Awesome. It is a great honor and I am telling everybody I can about it. Many of my friends have bought the book.
Any special stories relating to being on the cover, and how it has affected your art career?
As of yet, I am using it to promote my art career and am currently looking for a professional gallery to represent me, and I think being on the cover will help me accomplish this goal.
Do you enter art competitions regularly?
Yes. Absolutely. And many artists that are much better known than myself do, too. I see their paintings in the same juried shows that my paintings are in; and these are nationally known watercolor artists. So I am encouraged that it is a good thing to do.
What is the story behind the scene of the painting?

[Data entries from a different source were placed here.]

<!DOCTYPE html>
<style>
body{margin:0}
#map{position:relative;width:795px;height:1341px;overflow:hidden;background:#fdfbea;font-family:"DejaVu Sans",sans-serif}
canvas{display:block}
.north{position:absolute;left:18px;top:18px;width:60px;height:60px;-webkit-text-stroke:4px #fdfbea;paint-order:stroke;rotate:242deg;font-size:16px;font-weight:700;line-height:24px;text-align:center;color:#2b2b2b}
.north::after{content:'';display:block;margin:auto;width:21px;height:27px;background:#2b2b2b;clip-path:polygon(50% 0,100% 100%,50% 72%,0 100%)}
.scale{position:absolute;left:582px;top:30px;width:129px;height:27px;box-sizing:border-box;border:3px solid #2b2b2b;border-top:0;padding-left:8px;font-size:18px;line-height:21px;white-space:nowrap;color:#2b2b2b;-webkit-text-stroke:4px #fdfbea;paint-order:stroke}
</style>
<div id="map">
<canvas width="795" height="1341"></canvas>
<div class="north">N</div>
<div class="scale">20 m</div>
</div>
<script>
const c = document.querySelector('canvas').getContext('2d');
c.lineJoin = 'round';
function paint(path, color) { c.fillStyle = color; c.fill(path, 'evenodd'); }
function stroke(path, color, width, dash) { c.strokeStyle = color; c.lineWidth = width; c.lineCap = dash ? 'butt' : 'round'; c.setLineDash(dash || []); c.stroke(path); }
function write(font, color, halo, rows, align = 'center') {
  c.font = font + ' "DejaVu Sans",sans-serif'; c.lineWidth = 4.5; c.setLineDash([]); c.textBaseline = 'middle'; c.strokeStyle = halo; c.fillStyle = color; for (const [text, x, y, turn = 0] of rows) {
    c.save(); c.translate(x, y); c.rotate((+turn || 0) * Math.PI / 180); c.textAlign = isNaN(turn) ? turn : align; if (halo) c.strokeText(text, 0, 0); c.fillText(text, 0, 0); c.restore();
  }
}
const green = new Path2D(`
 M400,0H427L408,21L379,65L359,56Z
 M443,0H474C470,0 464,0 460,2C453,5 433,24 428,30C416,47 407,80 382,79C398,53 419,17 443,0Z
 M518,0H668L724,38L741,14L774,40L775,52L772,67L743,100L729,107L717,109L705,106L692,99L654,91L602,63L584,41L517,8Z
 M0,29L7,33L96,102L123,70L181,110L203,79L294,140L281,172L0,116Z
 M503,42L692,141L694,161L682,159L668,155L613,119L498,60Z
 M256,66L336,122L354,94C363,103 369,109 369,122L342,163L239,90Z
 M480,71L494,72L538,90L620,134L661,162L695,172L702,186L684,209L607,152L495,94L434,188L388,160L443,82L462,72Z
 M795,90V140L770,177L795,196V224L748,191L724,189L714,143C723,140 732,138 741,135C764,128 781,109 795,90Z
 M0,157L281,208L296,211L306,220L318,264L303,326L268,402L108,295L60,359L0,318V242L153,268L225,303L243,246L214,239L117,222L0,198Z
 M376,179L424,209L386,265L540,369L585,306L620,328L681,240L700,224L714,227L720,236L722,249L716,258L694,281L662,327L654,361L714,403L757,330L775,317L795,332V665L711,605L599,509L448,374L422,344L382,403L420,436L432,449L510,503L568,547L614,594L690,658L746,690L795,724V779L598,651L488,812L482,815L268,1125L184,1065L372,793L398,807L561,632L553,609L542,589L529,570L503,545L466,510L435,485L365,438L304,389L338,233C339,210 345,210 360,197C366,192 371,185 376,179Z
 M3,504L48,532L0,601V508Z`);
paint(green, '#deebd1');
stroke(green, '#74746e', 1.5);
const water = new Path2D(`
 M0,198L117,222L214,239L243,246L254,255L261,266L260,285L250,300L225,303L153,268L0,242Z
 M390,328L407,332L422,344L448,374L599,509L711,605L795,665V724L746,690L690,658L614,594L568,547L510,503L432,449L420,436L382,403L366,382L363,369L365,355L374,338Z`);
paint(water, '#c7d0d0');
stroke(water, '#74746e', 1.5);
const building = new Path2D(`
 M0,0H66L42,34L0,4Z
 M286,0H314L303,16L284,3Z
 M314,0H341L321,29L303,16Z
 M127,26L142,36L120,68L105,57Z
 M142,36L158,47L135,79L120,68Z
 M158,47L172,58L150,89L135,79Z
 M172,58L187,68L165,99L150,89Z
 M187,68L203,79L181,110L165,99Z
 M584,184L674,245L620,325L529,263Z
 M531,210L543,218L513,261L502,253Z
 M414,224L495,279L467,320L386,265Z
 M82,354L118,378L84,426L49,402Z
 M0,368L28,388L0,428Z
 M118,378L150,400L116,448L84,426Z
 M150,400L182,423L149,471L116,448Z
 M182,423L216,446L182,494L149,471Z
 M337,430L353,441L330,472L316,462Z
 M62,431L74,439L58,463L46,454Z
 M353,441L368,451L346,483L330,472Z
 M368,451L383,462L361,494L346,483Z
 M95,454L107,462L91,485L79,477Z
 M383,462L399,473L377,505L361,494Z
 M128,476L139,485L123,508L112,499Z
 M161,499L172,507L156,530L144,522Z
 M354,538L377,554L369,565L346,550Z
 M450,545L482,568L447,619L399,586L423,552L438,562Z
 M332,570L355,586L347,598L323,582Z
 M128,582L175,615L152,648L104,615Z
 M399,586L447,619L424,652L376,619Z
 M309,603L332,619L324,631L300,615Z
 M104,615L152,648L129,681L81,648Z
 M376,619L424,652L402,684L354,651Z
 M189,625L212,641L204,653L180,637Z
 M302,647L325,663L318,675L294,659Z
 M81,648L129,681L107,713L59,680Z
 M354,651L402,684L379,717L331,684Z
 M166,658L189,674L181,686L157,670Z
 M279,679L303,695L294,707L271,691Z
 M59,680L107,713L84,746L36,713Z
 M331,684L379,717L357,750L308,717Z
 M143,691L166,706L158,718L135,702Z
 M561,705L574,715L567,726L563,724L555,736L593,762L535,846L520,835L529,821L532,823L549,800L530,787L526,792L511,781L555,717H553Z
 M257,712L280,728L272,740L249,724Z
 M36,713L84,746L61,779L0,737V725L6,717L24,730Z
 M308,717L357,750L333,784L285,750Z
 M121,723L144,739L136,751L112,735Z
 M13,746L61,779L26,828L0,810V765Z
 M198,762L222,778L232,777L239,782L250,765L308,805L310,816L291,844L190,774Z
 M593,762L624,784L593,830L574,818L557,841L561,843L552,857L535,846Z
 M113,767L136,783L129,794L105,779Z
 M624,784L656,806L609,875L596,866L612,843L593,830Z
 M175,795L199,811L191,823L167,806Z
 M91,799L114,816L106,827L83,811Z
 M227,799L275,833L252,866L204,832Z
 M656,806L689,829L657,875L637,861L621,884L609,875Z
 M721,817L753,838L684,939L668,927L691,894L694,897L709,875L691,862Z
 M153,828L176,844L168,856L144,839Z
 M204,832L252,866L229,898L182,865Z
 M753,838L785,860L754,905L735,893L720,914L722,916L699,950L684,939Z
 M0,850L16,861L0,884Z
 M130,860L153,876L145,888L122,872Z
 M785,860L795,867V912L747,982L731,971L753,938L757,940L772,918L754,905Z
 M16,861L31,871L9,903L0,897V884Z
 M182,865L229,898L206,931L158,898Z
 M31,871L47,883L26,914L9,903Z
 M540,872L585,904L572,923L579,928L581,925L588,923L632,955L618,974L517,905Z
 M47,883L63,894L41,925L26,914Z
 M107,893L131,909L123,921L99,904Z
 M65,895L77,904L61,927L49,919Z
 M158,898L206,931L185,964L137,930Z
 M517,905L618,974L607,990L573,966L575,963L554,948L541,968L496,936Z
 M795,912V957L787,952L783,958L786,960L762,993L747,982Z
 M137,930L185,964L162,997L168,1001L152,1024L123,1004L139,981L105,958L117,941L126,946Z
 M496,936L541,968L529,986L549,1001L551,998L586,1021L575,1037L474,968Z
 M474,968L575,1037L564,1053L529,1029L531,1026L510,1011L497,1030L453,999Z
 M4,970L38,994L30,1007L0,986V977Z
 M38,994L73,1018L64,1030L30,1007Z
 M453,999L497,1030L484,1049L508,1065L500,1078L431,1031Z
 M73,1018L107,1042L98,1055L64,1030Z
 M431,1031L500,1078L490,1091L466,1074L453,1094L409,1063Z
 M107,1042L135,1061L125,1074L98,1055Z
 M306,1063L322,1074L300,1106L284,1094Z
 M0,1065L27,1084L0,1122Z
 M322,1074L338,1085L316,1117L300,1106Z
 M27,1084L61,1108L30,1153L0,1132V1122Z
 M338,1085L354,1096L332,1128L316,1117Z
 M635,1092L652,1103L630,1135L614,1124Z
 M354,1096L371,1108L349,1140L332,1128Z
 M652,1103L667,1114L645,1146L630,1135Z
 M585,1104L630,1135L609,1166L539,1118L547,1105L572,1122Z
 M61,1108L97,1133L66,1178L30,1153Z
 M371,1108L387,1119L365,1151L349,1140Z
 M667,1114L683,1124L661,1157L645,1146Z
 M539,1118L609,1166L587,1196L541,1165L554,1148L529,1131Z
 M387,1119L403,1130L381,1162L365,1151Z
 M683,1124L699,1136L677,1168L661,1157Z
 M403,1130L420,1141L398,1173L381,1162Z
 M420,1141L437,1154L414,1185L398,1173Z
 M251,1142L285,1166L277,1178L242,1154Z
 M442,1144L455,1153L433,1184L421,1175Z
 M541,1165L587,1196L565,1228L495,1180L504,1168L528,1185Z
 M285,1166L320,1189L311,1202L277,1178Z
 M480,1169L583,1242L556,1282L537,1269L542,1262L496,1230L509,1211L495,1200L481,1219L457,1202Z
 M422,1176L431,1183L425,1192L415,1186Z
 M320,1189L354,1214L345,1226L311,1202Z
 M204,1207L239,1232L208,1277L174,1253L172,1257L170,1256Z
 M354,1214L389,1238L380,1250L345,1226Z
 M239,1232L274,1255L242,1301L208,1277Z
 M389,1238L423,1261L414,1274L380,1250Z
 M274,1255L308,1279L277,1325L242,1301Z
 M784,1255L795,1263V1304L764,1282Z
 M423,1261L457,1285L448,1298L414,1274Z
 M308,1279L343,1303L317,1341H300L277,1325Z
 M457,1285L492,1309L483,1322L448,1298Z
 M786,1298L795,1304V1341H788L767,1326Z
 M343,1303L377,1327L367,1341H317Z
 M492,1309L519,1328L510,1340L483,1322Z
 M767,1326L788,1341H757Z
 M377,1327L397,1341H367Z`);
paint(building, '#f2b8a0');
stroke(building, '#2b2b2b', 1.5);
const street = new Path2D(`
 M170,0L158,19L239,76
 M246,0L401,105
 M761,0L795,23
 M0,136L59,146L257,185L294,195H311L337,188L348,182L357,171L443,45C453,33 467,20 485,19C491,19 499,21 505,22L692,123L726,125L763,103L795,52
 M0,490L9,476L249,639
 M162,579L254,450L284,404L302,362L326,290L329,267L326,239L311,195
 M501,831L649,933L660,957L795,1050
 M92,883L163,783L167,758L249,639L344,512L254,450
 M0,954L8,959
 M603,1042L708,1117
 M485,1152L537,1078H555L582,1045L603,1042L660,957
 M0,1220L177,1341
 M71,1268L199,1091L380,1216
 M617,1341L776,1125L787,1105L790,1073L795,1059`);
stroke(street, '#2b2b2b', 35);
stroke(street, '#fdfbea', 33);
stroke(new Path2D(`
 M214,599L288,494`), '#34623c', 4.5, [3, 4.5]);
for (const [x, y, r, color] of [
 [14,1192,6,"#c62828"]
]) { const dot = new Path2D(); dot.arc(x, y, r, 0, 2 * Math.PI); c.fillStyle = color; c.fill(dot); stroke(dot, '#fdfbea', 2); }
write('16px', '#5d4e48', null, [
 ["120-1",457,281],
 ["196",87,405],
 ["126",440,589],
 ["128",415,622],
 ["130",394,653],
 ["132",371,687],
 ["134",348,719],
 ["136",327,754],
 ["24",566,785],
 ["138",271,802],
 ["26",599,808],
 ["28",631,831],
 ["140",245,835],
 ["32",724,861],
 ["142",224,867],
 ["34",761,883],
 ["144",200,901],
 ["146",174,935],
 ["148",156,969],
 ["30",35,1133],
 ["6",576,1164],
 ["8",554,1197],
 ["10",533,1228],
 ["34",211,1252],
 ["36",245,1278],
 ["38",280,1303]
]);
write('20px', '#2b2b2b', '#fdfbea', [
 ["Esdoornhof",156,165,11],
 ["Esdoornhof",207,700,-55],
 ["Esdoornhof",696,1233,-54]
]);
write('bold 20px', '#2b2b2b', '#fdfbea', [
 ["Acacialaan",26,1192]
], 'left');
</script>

My wife and I usually make a trip to Lake Tahoe every summer. We were walking along the shore and came upon a playground with good, strong adult swings. I took photos of her swinging, and when I saw the photos I knew I had to do a painting of one. The chains holding the seat were coated with a bright yellow plastic, which I edited to silver. Other than that, it reflects the photo pretty faithfully. I painted the sky using a mouth atomizer. This involves many layers of spray until the sky is blended light to dark. I masked the shape of my wife to keep some white paper for the highlights.
Unique perspective plays a role in Swinging in Tahoe — was this one of your goals when you began the painting?
Yes and no. The goal was to capture a feeling of freedom, a feeling of flying — of childish fun.
How long have you been painting watercolor?
I have been painting for about 25 years this time around. I painted as a child but then got into photography more when I was a teenager. I took painting up again when my daughter was old enough to play with paints. It got me back into it.
When and how did you get started as a professional artist?
I would not consider myself a professional artist. That would mean that I support myself from my art and I cannot yet do that. I make a little money from sales of my paintings and prints, but not enough to support my family.
How do you make time to paint while maintaining another job?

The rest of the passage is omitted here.